Bl. Sr. Restituta Kafka
Helene Kafka, born 1st May 1894 in Moravian Husovice near Brno, was to become the first Austrian Martyr. She came to Vienna with her family at the age of two and initially worked as an assistant nurse in the Lainz hospital. At the age of 19, she entered the order of the Franciscan Sisters of Christian Charity, where she received the name 'Maria Restituta'. After World War I, she served as a nurse to the Mödling Hospital and soon rose to the position of Senior Nurse.

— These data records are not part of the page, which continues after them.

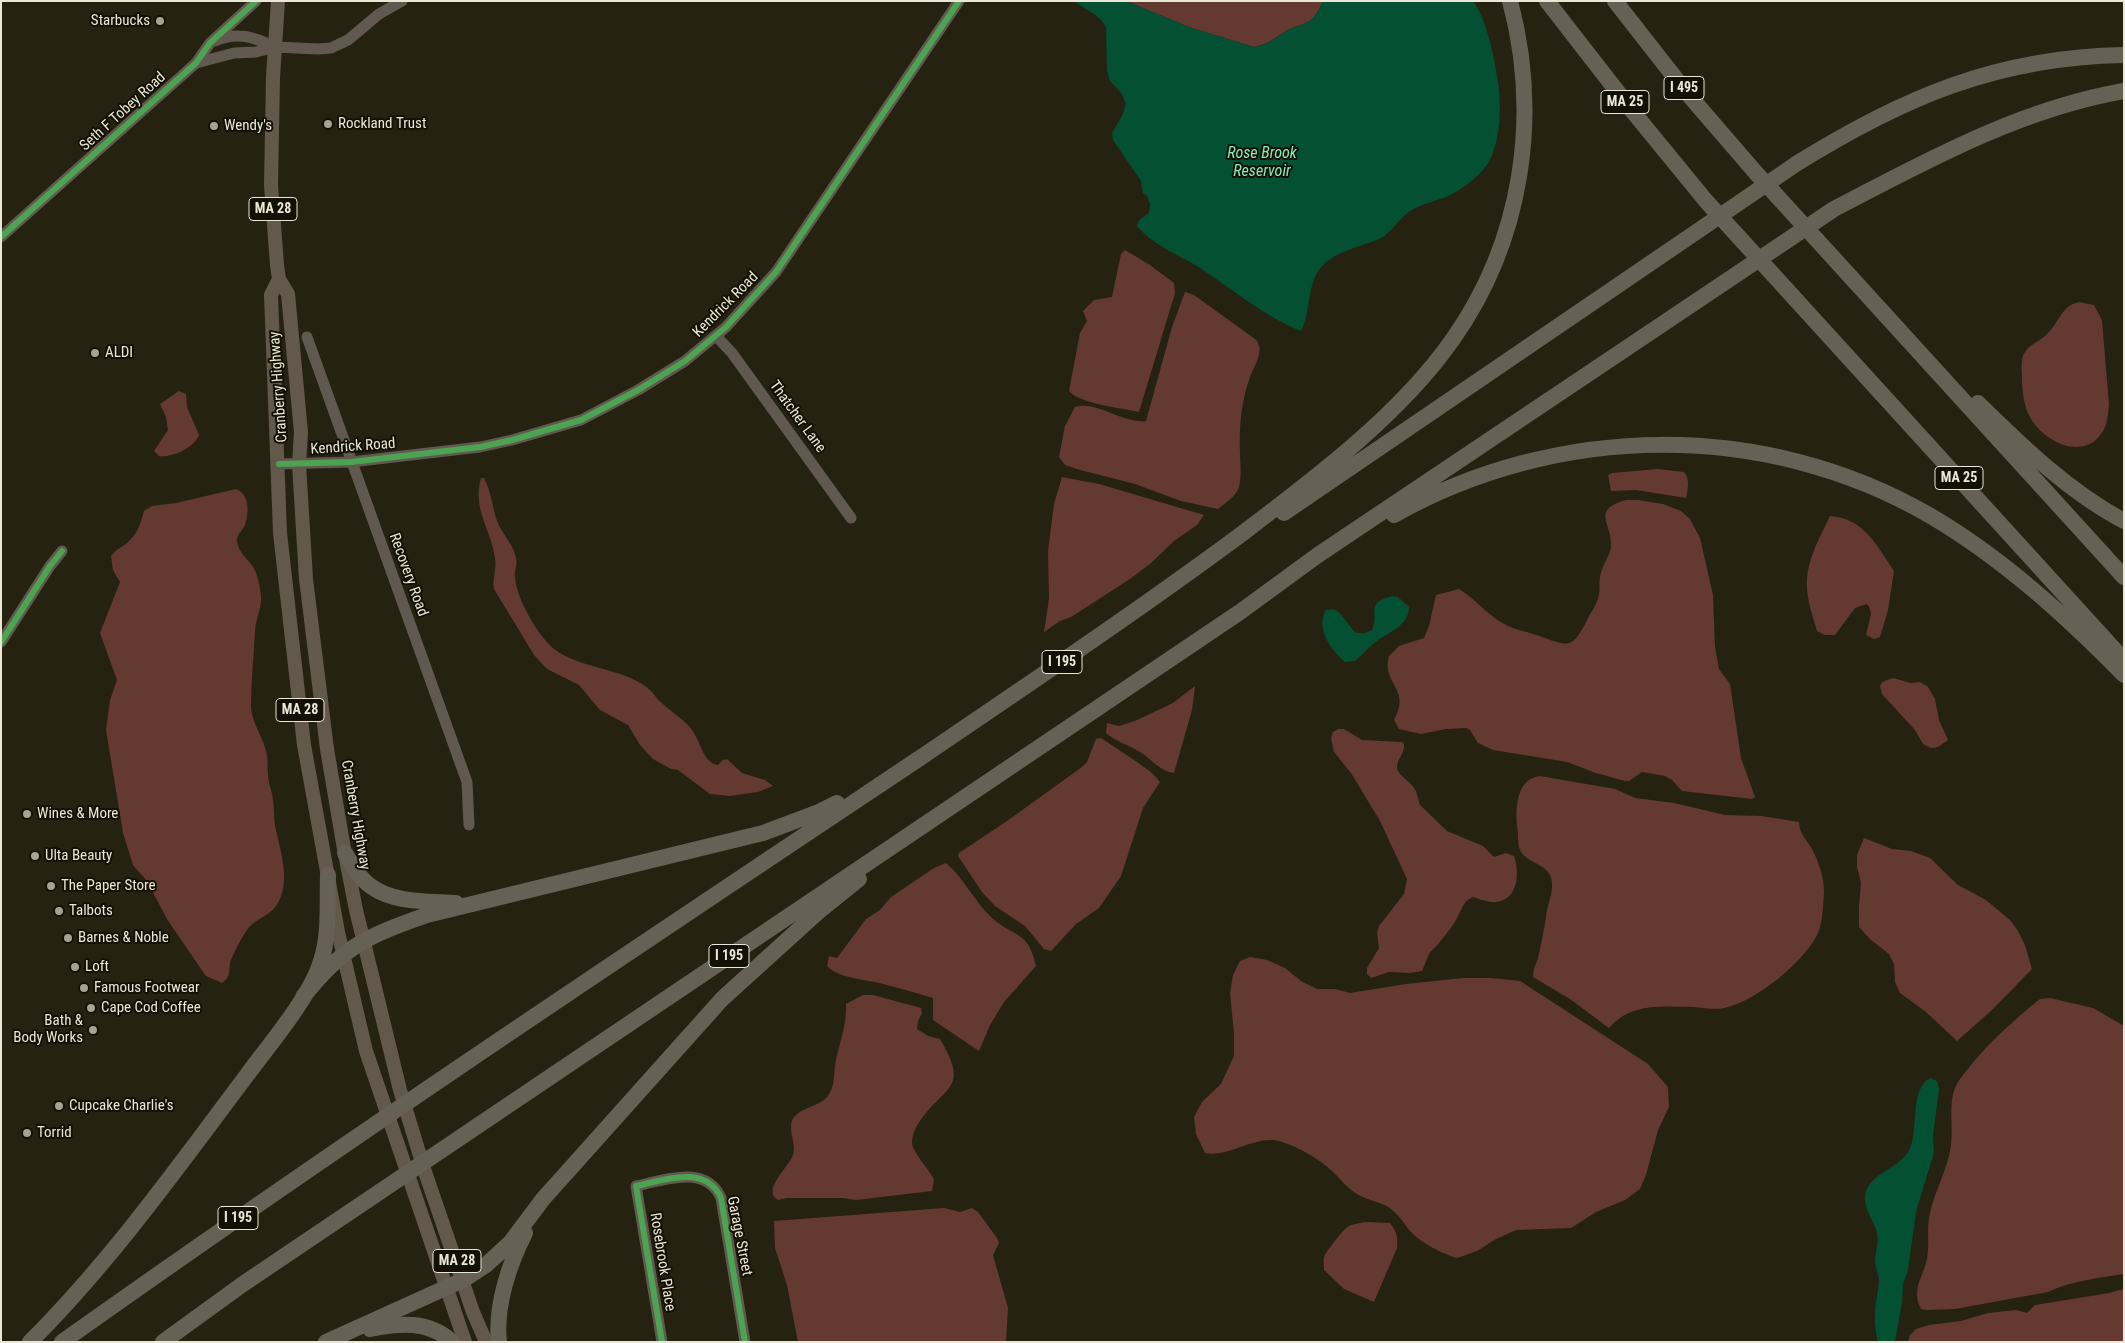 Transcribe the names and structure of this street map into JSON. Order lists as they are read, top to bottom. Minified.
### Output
{"streets":{"highway":["I 495","MA 25","I 195"],"main road":["MA 28","Cranberry Highway"],"street":["Seth F Tobey Road","Kendrick Road","Thatcher Lane","Recovery Road","Garage Street","Rosebrook Place"]},"crossings":[["Seth F Tobey Road","Cranberry Highway"],["Kendrick Road","Cranberry Highway"],["Kendrick Road","Thatcher Lane"],["Kendrick Road","Recovery Road"],["Garage Street","Rosebrook Place"]],"water":["Rose Brook Reservoir"],"places":["Starbucks","Rockland Trust","Wendy's","ALDI","Wines & More","Ulta Beauty","The Paper Store","Talbots","Barnes & Noble","Loft","Famous Footwear","Cape Cod Coffee","Bath & Body Works","Cupcake Charlie's","Torrid"]} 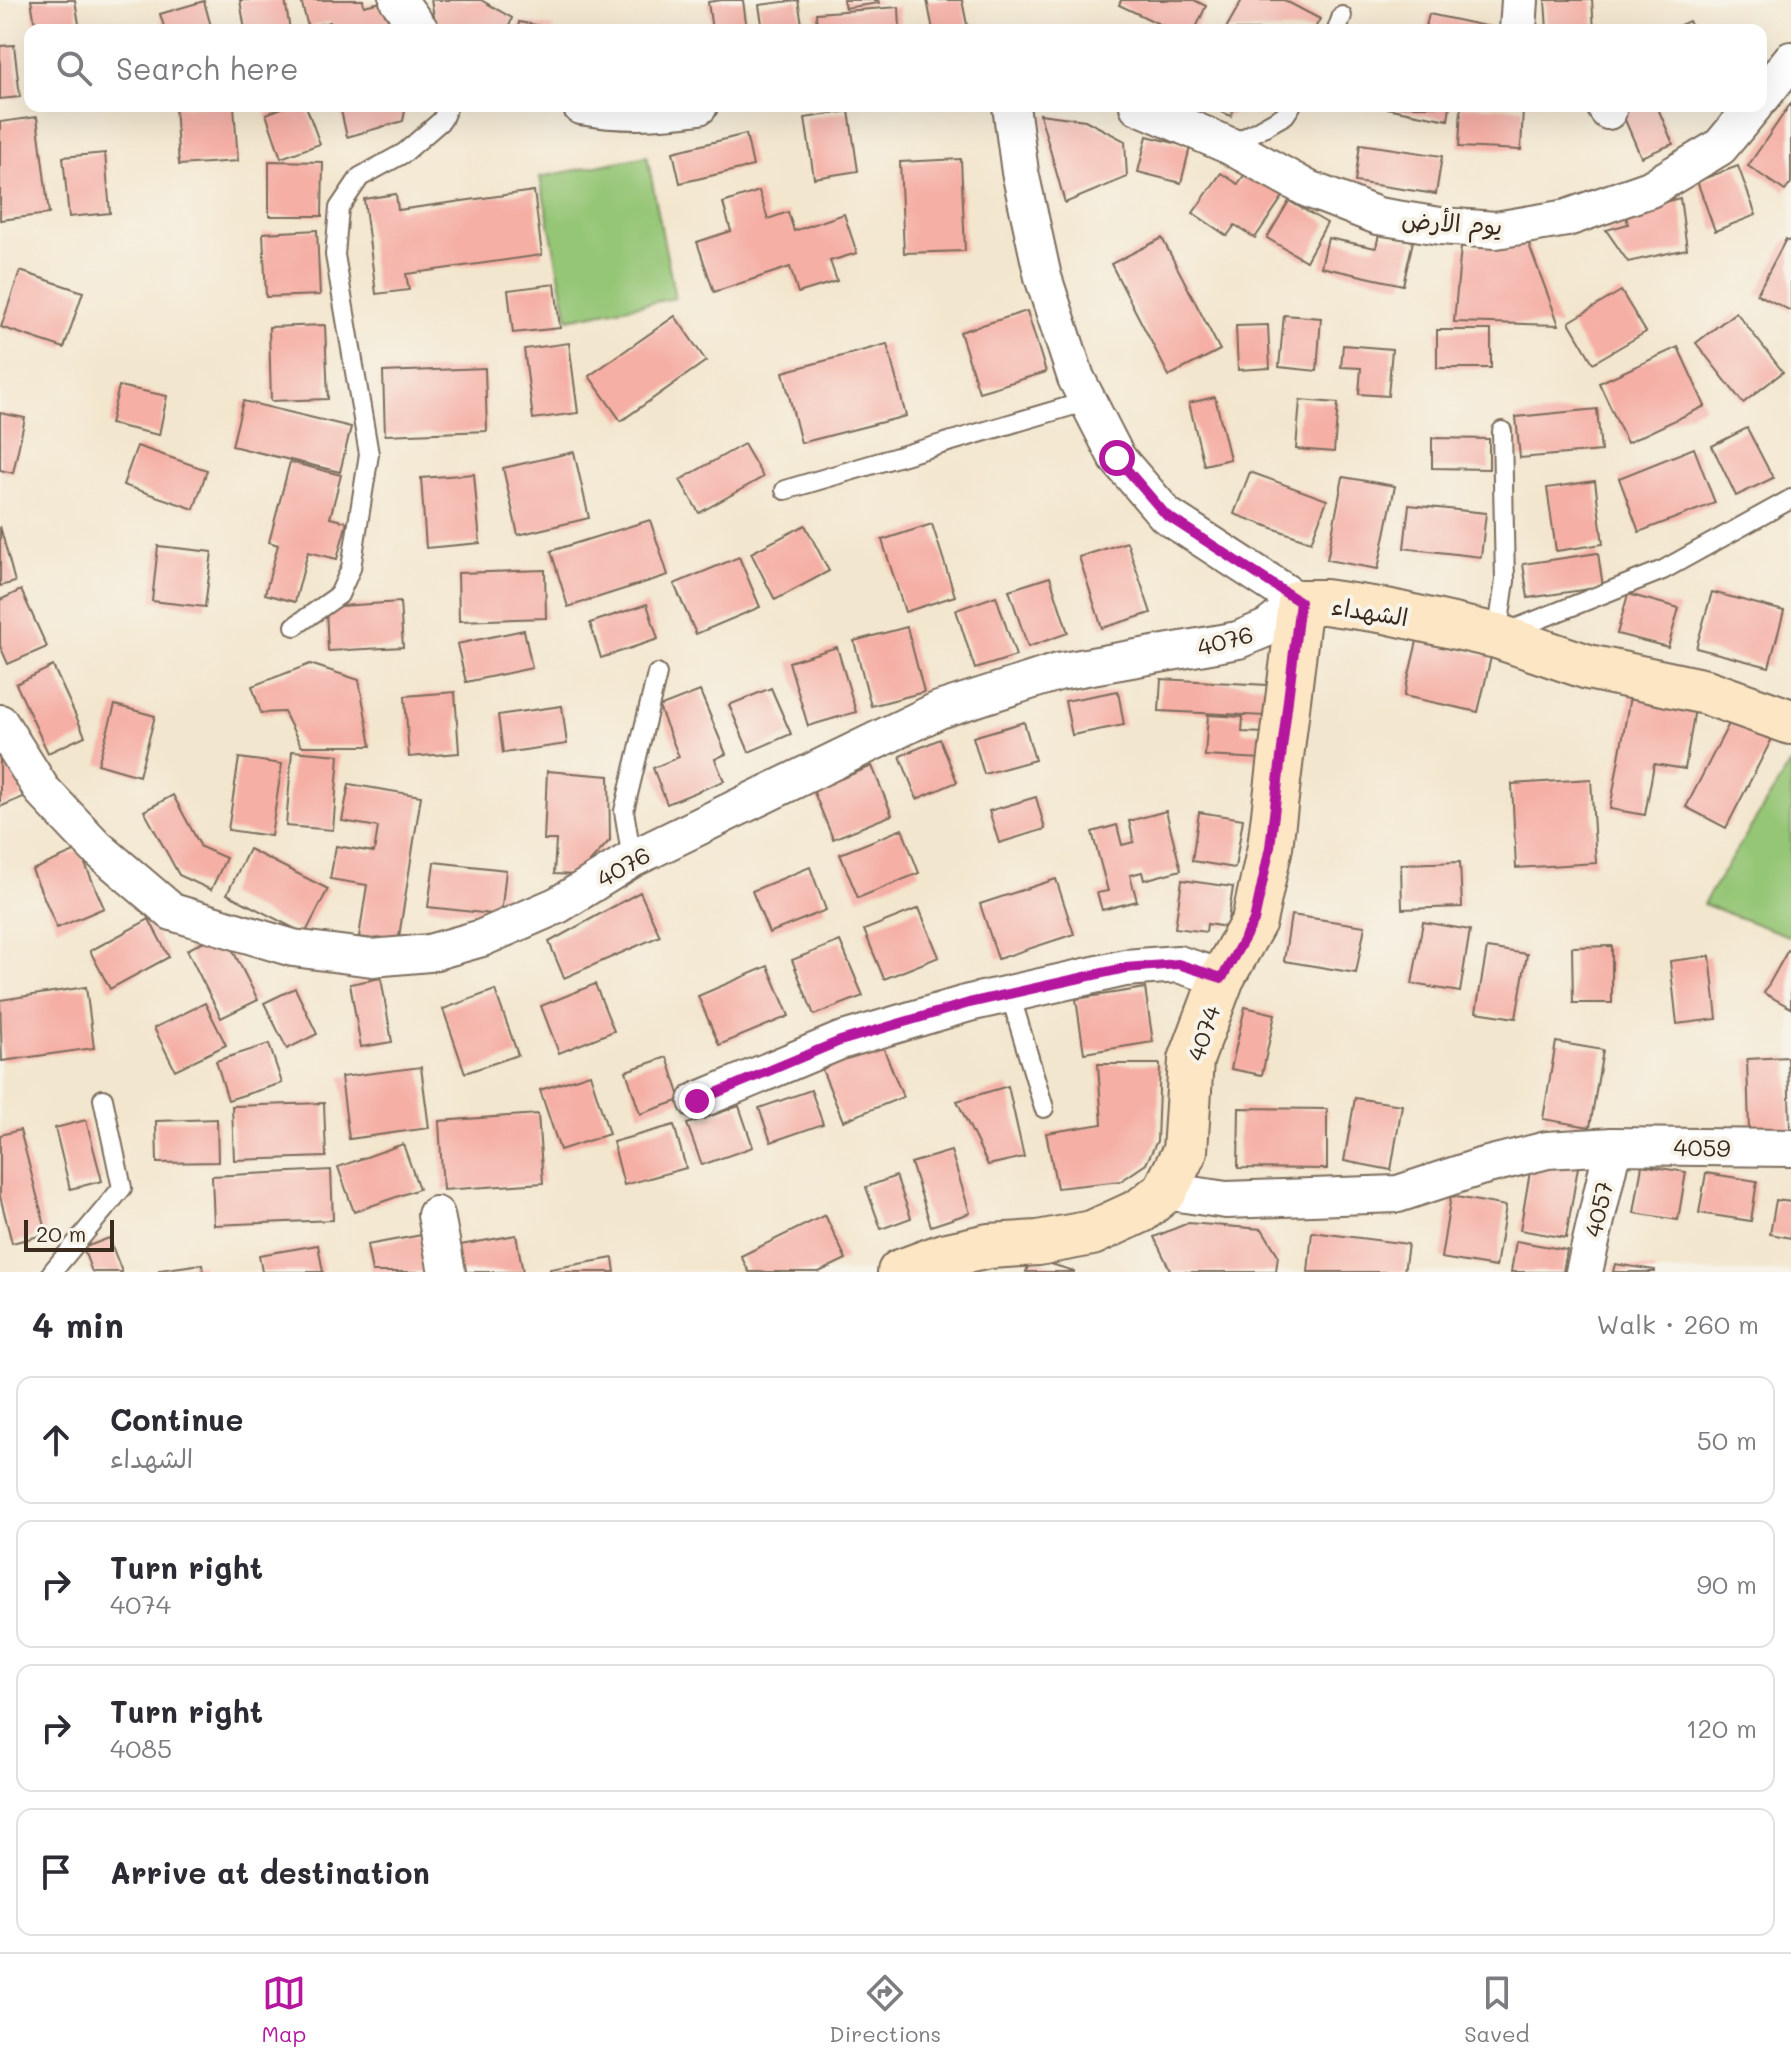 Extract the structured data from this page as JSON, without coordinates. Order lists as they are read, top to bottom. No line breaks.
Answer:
{"streets":{"street":["يوم الأرض","الشهداء","4076","4074","4059","4057"]},"crossings":[["الشهداء","4076"],["الشهداء","4074"],["4076","4074"],["4074","4059"],["4059","4057"]],"scale_bar":"20 m","page":{"search":"Search here","scale":"20 m","heading":["4 min","Walk · 260 m"],"list":[["Continue","الشهداء","50 m"],["Turn right","4074","90 m"],["Turn right","4085","120 m"],"Arrive at destination"],"nav":["Map","Directions","Saved"]}} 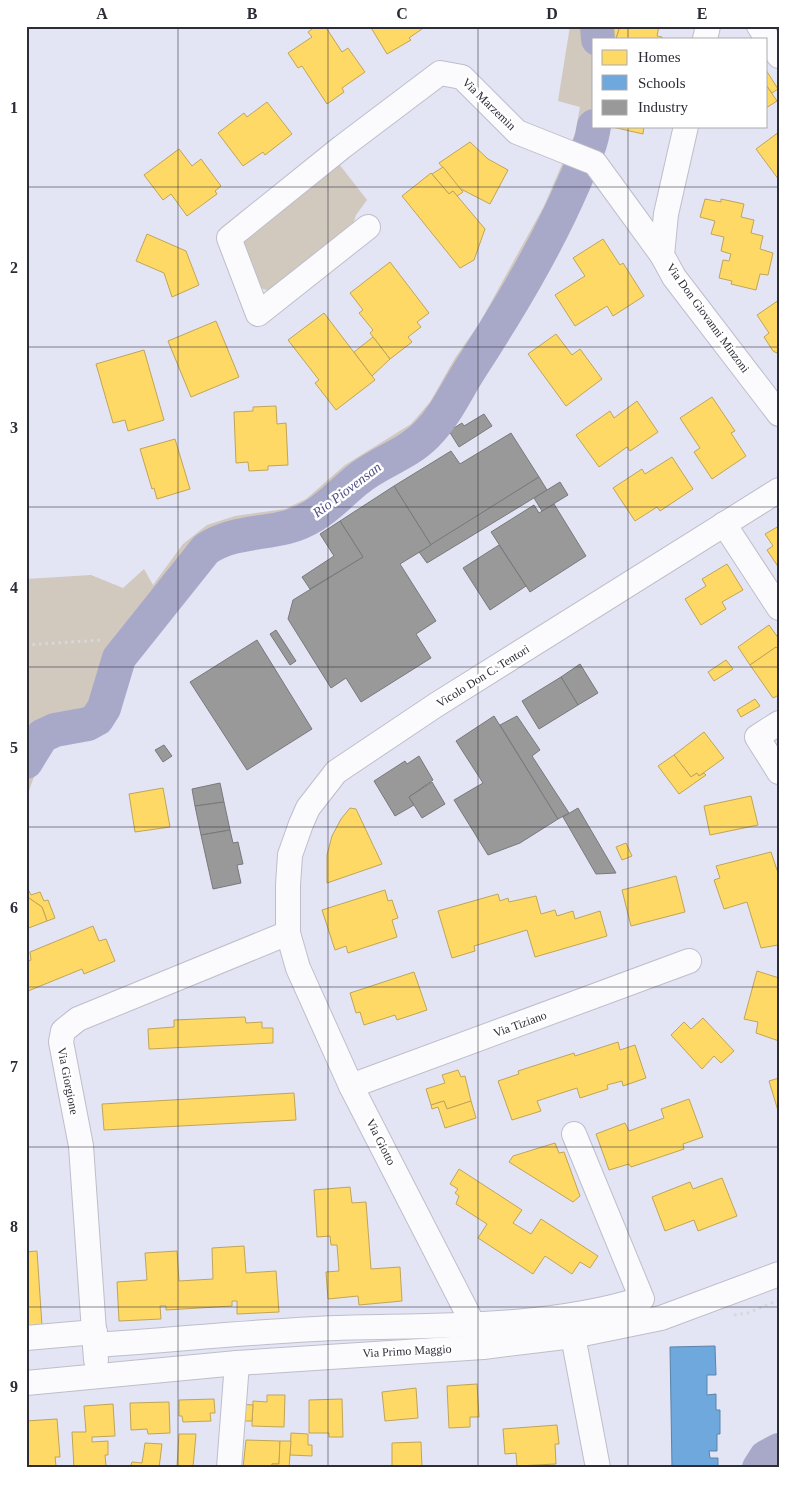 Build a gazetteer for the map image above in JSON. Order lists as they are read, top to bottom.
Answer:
{
  "streets": {
    "street": [
      "Via Marzemin",
      "Via Don Giovanni Minzoni",
      "Vicolo Don C. Tentori",
      "Via Tiziano",
      "Via Giorgione",
      "Via Giotto",
      "Via Primo Maggio"
    ]
  },
  "crossings": [
    ["Via Marzemin", "Via Don Giovanni Minzoni"],
    ["Vicolo Don C. Tentori", "Via Giorgione"],
    ["Vicolo Don C. Tentori", "Via Giotto"],
    ["Via Tiziano", "Via Giotto"],
    ["Via Giorgione", "Via Giotto"],
    ["Via Giorgione", "Via Primo Maggio"],
    ["Via Giotto", "Via Primo Maggio"]
  ],
  "water": ["Rio Piovensan"],
  "legend": ["Homes", "Schools", "Industry"],
  "grid": {
    "columns": [
      "A",
      "B",
      "C",
      "D",
      "E"
    ],
    "rows": [
      "1",
      "2",
      "3",
      "4",
      "5",
      "6",
      "7",
      "8",
      "9"
    ]
  }
}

The Mödling Hospital wasn't untroubled by the Anschluss of 1938. Sister Restituta refused to remove crucifixes from the sickrooms. This incident together with aspects of her dissident writings would lead to her doom. She was arrested on 18th February 1942, directly from the operation room by the Gestapo and on 29th October 1942 sentenced to die, because of "enemy favour and plotting high treason". Father John Ivanek celebrated with her on her execution day - 30th March 1943 - in her cell the last "renewal of her religious vows" and accompanied her subsequently to the guillotine. Despite the request of the Church, the corpse wasn't handed over to the order. Restituta was hastily buried anonymously, with another 2.700 persons, in the so-called '40's-group' of Vienna's Central Cemetery.
1998 Beatification by John Paul II
On 21st June 1998, she was beatified on the occasion of a visit by Pope John Paul II to Vienna. Her liturgical feast Day is 29th October.
In Barbara's Chapel of St. Stephen's Cathedral in Vienna, a bronze relief by Viennese sculptor Alfred Hrdlicka calls to mind, since 1999, the martyr. In Mödling, the western half of Weyprechtgasse in front of the hospital, was renamed Schwester-Maria-Restituta-Gasse in memory of her. In the year 2000 in Vienna-Brigittenau, the district of her childhood and youth, at the Donaubrücke, close to the U6-station Handelskai, a square was named Maria-Restituta-Platz in honour of the martyr. In 2006, the Cologne artist Gunter Demnig laid a stumbling block (memorial stone) in Mödling, in Sr.-Maria-Restituta-Gasse 12.
In the Franciscan Generalate in Vienna-Margareten, Hartmanngasse 7-11, there is, since 2016, a permanent exhibition 'Restituta-Documentation Faith against NS-Violence'. But additionally in the Abbey Church, Klein-Mariazell, there are exhibits about her life.
'Sister Restl' became also a role model for her fellow prisoners, as her biography reveals. She helped and shared with everyone 'regardless of nationality and worldview', as a communist friend confirmed. In desolate surroundings, she spread trust in God: 'Everything will be fine; evil cannot prevail'.